▸ **PROBLEM**
Print all the data that follows exactly, images excluded.

Records from a data collection:
------------

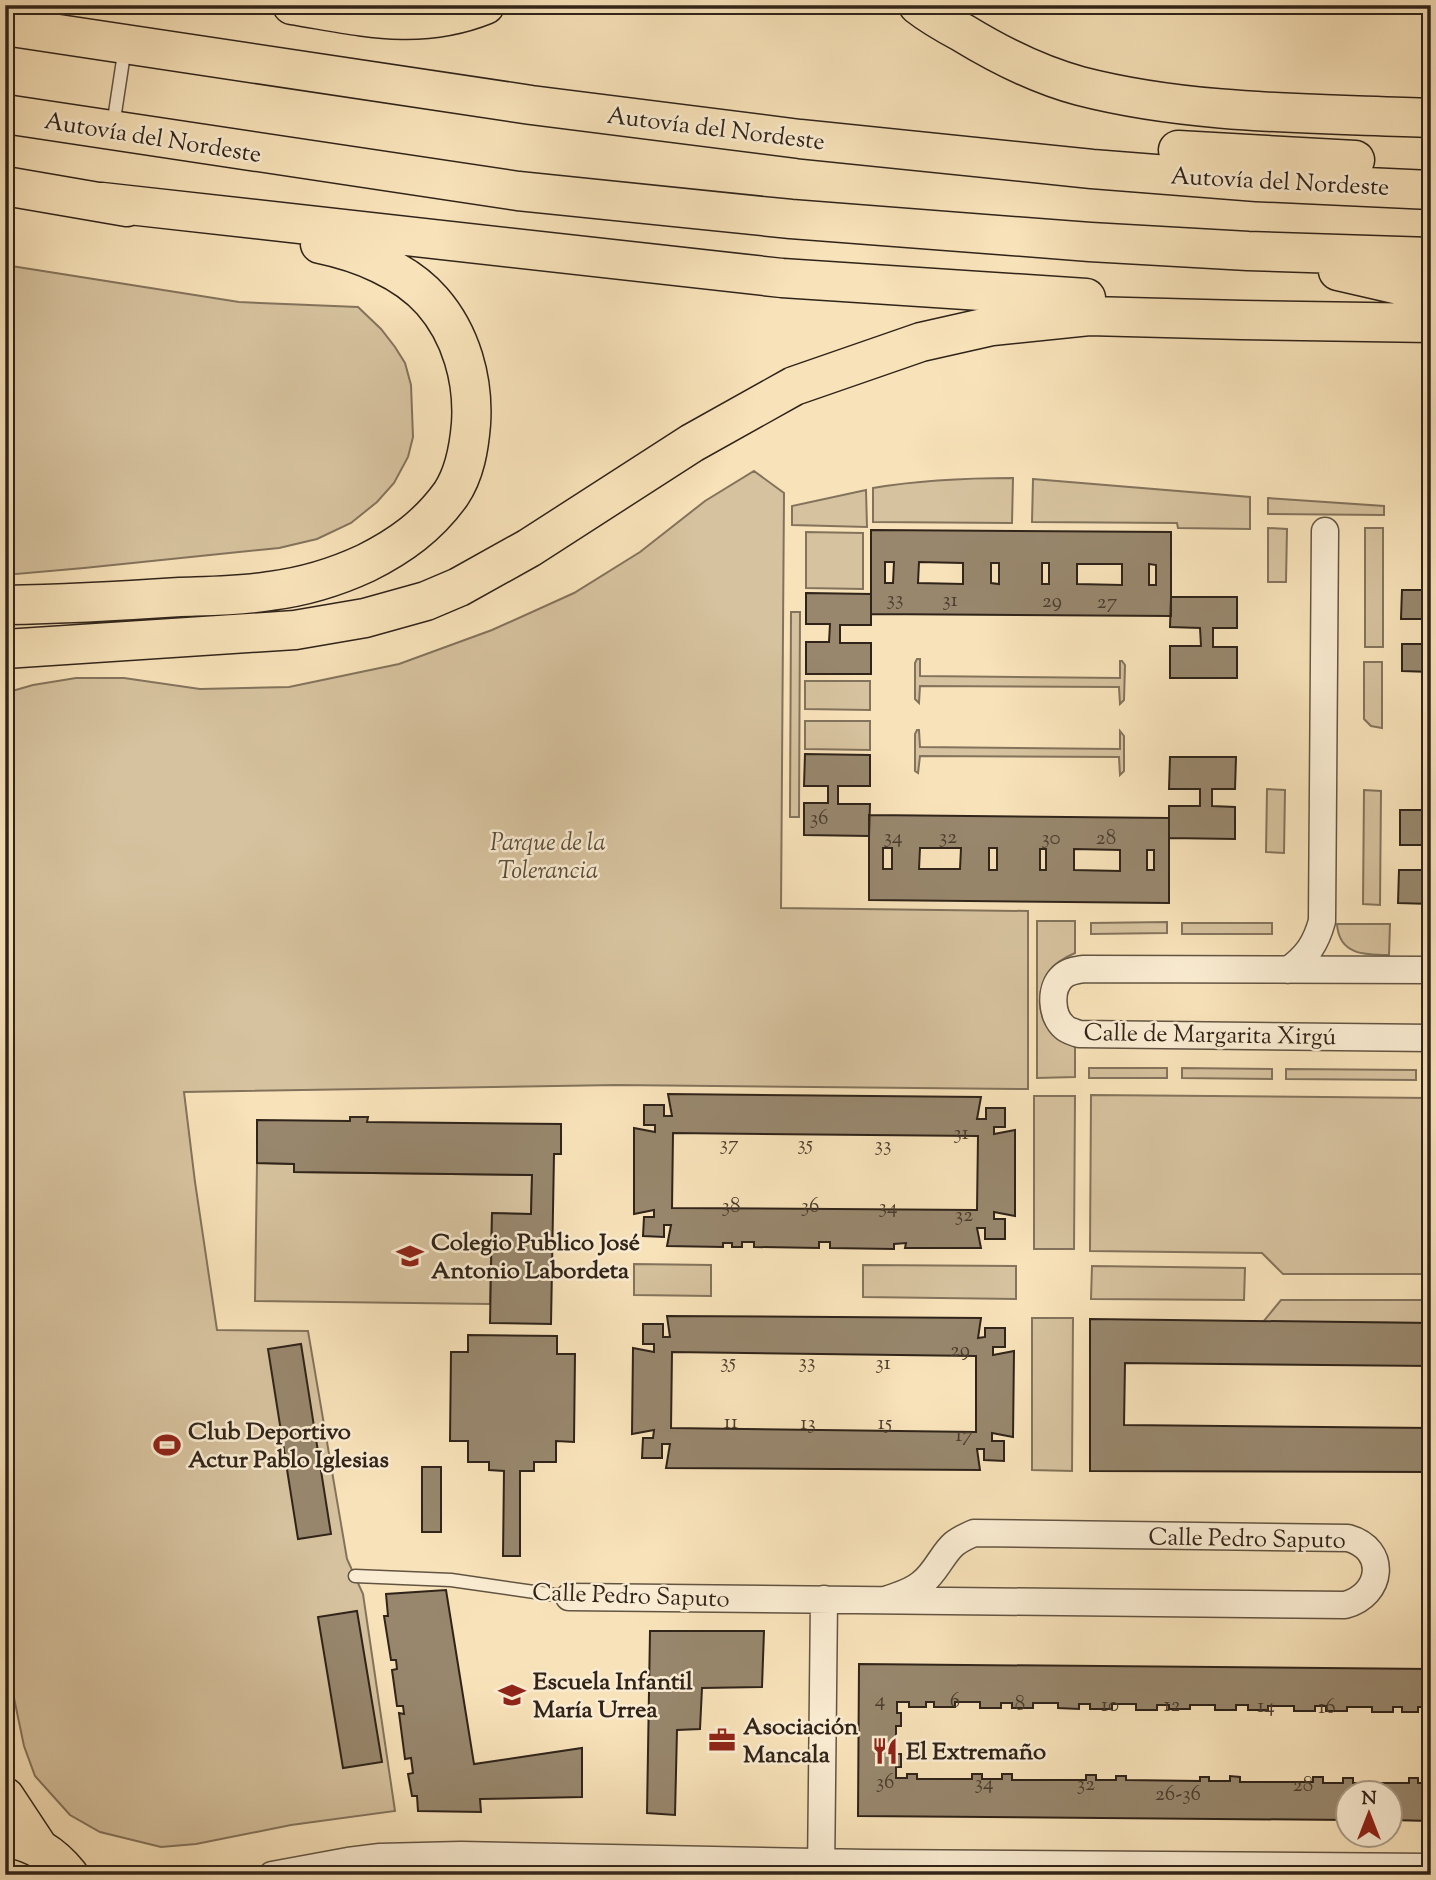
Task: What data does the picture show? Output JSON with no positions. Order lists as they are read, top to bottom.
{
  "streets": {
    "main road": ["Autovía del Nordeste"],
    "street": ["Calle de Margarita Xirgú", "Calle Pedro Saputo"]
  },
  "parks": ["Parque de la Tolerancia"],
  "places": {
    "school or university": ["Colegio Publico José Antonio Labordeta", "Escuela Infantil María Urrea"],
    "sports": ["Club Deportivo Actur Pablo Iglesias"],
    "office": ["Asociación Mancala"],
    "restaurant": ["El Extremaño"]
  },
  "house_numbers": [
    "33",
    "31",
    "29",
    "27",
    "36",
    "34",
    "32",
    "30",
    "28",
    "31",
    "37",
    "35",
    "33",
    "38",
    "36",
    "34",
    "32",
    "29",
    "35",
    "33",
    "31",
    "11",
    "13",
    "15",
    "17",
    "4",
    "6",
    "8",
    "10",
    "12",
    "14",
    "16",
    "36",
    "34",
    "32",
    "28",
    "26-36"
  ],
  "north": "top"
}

------------

▸ **COMPLETED EXERCISE**
Task: What data does the picture show? Output JSON with no positions. Order lists as they are read, top to bottom.
{
  "streets": {
    "main road": ["Autovía del Nordeste"],
    "street": ["Calle de Margarita Xirgú", "Calle Pedro Saputo"]
  },
  "parks": ["Parque de la Tolerancia"],
  "places": {
    "school or university": ["Colegio Publico José Antonio Labordeta", "Escuela Infantil María Urrea"],
    "sports": ["Club Deportivo Actur Pablo Iglesias"],
    "office": ["Asociación Mancala"],
    "restaurant": ["El Extremaño"]
  },
  "house_numbers": [
    "33",
    "31",
    "29",
    "27",
    "36",
    "34",
    "32",
    "30",
    "28",
    "31",
    "37",
    "35",
    "33",
    "38",
    "36",
    "34",
    "32",
    "29",
    "35",
    "33",
    "31",
    "11",
    "13",
    "15",
    "17",
    "4",
    "6",
    "8",
    "10",
    "12",
    "14",
    "16",
    "36",
    "34",
    "32",
    "28",
    "26-36"
  ],
  "north": "top"
}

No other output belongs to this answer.